# Breeders in South Louisiana?



## pogoforeman (Jan 10, 2012)

I used to race homers back in the 90's. I was explaining to my kids how I used to race with the Thibodaux club and now they want to try it. I have Swiss Mondaine now. The club I used to be in shut down so I lost contact with anyone that used to breed. My carpenter will be finished the loft this weekend. I still have my old wind wooden clock. I am looking for a breeder in south Louisiana to pick up a few pairs and show my kids some elses loft. Any breeders her in south Louisian. I live in Galliano La 70354


----------



## klondike goldie (Apr 20, 2009)

http://www.speedpigeon.com/state_louisiana.htm


----------



## pogoforeman (Jan 10, 2012)

Thank you, The club in larose is the same club that was thibodaux's club it is now closed down but I will contact New Iberia


----------



## sport14692 (Jan 3, 2011)

I live in South Louisiana, oh yeah, you already know that because we swapped pigeons. lol.
Whats up? How are the birds?


----------



## Lavender Hill Lofts (Dec 1, 2011)

Welcome back!

Give the AU a call 405-848-5801 and tell them where you live and someone from the national office will give you the name and contact information to the nearest club.

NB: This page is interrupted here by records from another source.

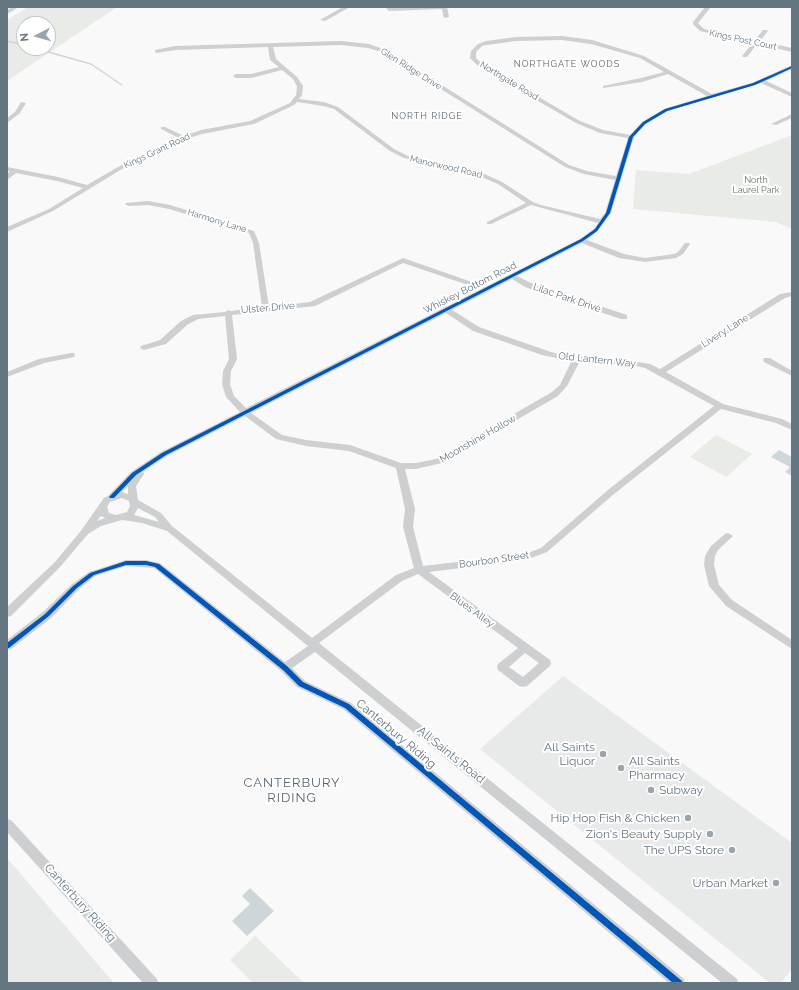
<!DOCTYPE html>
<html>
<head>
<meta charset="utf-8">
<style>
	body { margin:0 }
	#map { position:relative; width:799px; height:990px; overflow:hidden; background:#f9f9f9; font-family:Raleway,sans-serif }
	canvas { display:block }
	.frame { position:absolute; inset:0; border:8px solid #657683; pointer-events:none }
	.north { position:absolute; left:16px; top:16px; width:40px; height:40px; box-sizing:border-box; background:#fff; border:1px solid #c1c8cd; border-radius:50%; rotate:264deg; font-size:11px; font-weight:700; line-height:16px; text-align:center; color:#657683 }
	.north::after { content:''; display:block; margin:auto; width:14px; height:18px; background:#99a4ac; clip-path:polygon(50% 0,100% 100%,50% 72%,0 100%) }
</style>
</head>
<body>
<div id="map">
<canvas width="799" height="990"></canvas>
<div class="frame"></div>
<div class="north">N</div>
</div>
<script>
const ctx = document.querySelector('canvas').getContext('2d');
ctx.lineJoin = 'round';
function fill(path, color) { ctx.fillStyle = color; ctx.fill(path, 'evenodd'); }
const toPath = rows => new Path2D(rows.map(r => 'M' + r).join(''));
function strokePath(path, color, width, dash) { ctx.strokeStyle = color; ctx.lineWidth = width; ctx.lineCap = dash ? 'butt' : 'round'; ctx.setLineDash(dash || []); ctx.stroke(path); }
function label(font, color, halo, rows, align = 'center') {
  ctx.font = font + ' Raleway,sans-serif'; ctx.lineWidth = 4; ctx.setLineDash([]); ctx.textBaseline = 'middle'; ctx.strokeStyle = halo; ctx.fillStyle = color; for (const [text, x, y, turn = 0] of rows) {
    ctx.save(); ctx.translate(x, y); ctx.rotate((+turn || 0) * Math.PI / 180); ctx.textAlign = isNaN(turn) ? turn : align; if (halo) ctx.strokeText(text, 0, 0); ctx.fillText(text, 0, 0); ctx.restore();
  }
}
const built = toPath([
	[563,676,792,843,792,969,781,983,770,983,480,749],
	[7,858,114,983,7,983]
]);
const green = toPath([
	[28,7,117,7,7,81,7,20],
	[24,24,48,24,48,48,24,48],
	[792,135,792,229,776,222,633,209,636,170,689,174],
	[716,435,752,454,726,477,690,457],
	[255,936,304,983,253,983,230,960]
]);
const water = toPath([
	[779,450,792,457,792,476,785,472,790,467,771,457],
	[250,888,274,911,247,936,232,921,250,904,242,896]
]);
const stream = toPath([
	[7,41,24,45],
	[34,48,91,64,122,85]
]);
const minor = toPath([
	[12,7,19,7,7,14,7,10,12,7],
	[343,7,350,7,325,21,320,20,343,7],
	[385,7,447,7,449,17,444,18,442,9,389,11,385,7],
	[705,7,711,7,698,23,704,29,755,40,763,30,767,30,768,31,760,41,792,48,792,52,757,44,747,57,743,57,742,56,753,43,700,31,693,24,693,22,705,7],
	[562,36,592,40,644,56,712,94,752,83,792,65,792,69,766,81,792,93,792,97,761,83,668,111,646,124,634,137,611,213,598,231,587,240,624,254,645,258,674,254,678,252,685,243,689,243,690,244,683,254,676,258,645,262,619,258,582,243,517,276,531,283,627,315,627,319,621,319,525,287,512,279,452,310,479,327,548,351,561,355,632,361,650,364,660,369,780,294,792,292,792,296,785,298,666,372,723,404,782,419,792,424,792,430,776,423,721,409,614,494,547,552,526,560,429,572,550,660,551,663,550,666,527,686,523,687,519,686,498,670,497,667,498,664,518,648,418,574,402,581,319,643,737,979,738,983,722,983,315,652,292,668,305,681,351,703,684,979,685,983,669,983,343,709,297,687,281,671,154,568,126,566,95,576,78,590,51,618,11,649,7,650,7,640,43,612,72,584,89,572,126,560,146,560,160,563,285,662,308,646,167,531,142,523,122,520,101,526,88,534,60,567,11,616,7,617,7,607,54,563,80,532,104,498,108,496,131,472,161,452,240,412,226,397,222,384,223,371,229,359,225,316,198,319,187,325,166,344,144,350,140,348,141,346,160,340,181,321,193,315,225,312,228,310,231,311,262,307,253,243,249,233,169,209,148,205,128,206,125,204,126,203,148,201,170,205,254,231,259,243,269,307,310,302,403,258,472,282,471,284,465,284,403,263,315,306,232,315,237,359,231,371,230,384,234,396,246,408,580,239,594,229,598,223,531,205,491,224,487,224,487,222,526,203,498,184,474,174,404,158,390,151,334,109,323,106,297,102,294,105,254,124,202,134,186,139,122,169,53,211,7,232,7,227,49,209,83,188,57,181,16,173,7,180,7,174,10,171,7,171,7,167,58,177,87,185,118,167,179,138,161,129,161,127,165,127,184,136,201,130,250,121,290,103,296,95,297,86,293,79,282,70,251,78,236,78,233,76,236,74,251,74,279,67,270,60,268,47,175,50,157,53,155,52,155,50,175,46,341,41,369,44,386,50,569,165,587,171,616,176,628,138,600,133,576,123,478,66,470,58,471,51,478,44,486,41,516,37,562,36],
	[562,40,591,44,640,58,664,72,641,78,603,86,603,88,642,82,668,74,707,96,664,109,642,122,630,135,603,130,580,121,482,64,476,58,476,52,482,46,487,45,516,41,562,40],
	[341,45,368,48,382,52,565,167,584,174,615,180,605,213,600,219,541,205,533,202,502,182,478,171,408,156,394,149,338,107,324,102,299,99,302,95,303,86,297,77,276,59,273,47,341,45],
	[446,313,473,331,542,355,561,359,572,360,560,385,552,392,436,459,416,463,401,463,350,445,306,440,282,435,251,413,446,313],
	[580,361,632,365,645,368,714,406,608,490,541,548,525,554,423,566,413,527,415,509,405,469,416,469,442,463,558,396,567,386,580,361],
	[245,416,276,439,306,446,349,451,396,468,405,509,403,527,414,568,396,575,312,638,172,526,161,513,138,500,136,486,144,474,143,472,167,456,245,416],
	[128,486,128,494,122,492,128,486],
	[122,498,129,501,130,506,127,512,116,515,109,513,107,507,110,502,122,498],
	[138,508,155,517,159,522,134,515,138,508],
	[101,516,105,518,97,521,101,516],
	[525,653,539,663,523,677,509,667,525,653],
	[21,102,26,103,20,113,7,123,7,118,15,112,21,102],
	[792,114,792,118,776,125,771,124,792,114],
	[71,353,74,353,75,355,74,357,44,363,7,377,7,372,39,359,71,353],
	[764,358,770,358,792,371,792,376,764,362,763,360,764,358],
	[728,533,733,536,718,550,715,556,714,565,719,585,732,600,792,640,792,649,726,606,709,586,704,565,705,556,711,546,725,534,728,533],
	[7,819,11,820,157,979,158,983,143,983,7,832,7,819]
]);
const cycleway = toPath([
	[792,66,792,68,755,85,667,111,645,124,633,137,610,213,597,231,583,241,166,455,136,475,114,498,110,498,109,497,110,496,132,473,162,453,581,239,595,229,606,213,629,137,643,122,665,109,753,83,792,66],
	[126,561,146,561,159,564,287,666,303,682,349,704,682,981,683,983,673,983,345,708,299,686,283,670,155,567,146,565,126,565,94,575,77,588,49,616,9,648,7,648,7,643,45,614,73,586,90,573,126,561]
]);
const markers = [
	[603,754,4,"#99a4ac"],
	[621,768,4,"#99a4ac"],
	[651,790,4,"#99a4ac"],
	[688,818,4,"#99a4ac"],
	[710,834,4,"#99a4ac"],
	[732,850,4,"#99a4ac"],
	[776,883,4,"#99a4ac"]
];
const farStreetnames = [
	["Kings Post Court",743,40,12],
	["Glen Ridge Drive",411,69,32],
	["Northgate Road",509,81,31],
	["Kings Grant Road",157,151,-25],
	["Manorwood Road",446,167,13],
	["Harmony Lane",217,221,17]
];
const farNeighbourhoodnames = [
	["NORTHGATE WOODS",567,64],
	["NORTH RIDGE",427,116]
];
const farParknames = [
	["North",756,180],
	["Laurel Park",756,190]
];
const streetNames = [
	["Whiskey Bottom Road",470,288,-27],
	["Lilac Park Drive",567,298,19],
	["Ulster Drive",268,308,-5],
	["Livery Lane",725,331,-32],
	["Old Lantern Way",597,360,6],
	["Moonshine Hollow",478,439,-30],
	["Bourbon Street",494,560,-8],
	["Blues Alley",472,610,36]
];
const nearStreetnames = [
	["Canterbury Riding",396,734,40],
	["All Saints Road",451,755,39],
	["Canterbury Riding",80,903,48]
];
const nearPoinames = [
	["All Saints",595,747],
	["Liquor",595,761],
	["All Saints",629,761,"left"],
	["Pharmacy",629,775,"left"],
	["Subway",659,790,"left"],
	["Hip Hop Fish & Chicken",680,818],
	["Zion's Beauty Supply",702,834],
	["The UPS Store",724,850],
	["Urban Market",768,883]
];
const nearNeighbourhoodnames = [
	["CANTERBURY",292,783],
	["RIDING",292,798]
];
fill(built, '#e8e9e9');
fill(green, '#e8ebe6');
fill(water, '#ced6d9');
strokePath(stream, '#ced6d9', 1.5);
fill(minor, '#cecfd0');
fill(cycleway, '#0057b8');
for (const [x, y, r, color] of markers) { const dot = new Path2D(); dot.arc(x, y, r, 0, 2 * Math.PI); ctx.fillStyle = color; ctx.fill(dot); strokePath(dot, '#fff', 1.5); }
label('9px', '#657683', '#fff', farStreetnames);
ctx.letterSpacing = '1px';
label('9px', '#57646e', '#fff', farNeighbourhoodnames);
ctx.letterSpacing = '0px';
label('9px', '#687a64', '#fff', farParknames);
label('10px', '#657683', '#fff', streetNames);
label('12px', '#657683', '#fff', nearStreetnames);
label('12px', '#657683', '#fff', nearPoinames, 'right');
ctx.letterSpacing = '1px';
label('13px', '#57646e', '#fff', nearNeighbourhoodnames);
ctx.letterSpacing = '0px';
</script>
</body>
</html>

You can also go to the AU’s band listing and see if you can identify a club or person closest to you as well. http://www.pigeon.org/bandlistings.php


----------



## mill pigeon (Apr 2, 2008)

i fly with the lafayette club new iberia shut down and joined with us 
send me a pm and i'll see what i can get you


----------



## Chocolate Head (May 18, 2009)

*South Louisiana*

I'm in south Louisiana. The club closest to you is probably going to be Bayou. They ship from Raceland and fly with the Greater New Orleans Combine. Dean Ledet and Sunny Hock are two officers of the club. Send me a PM if you are interested and I'll get you some phone numbers. I'm sitting out for a while, but will gladly breed you some yb's, give you some breeders, and can get some others to do the same. Just drop me a line.


----------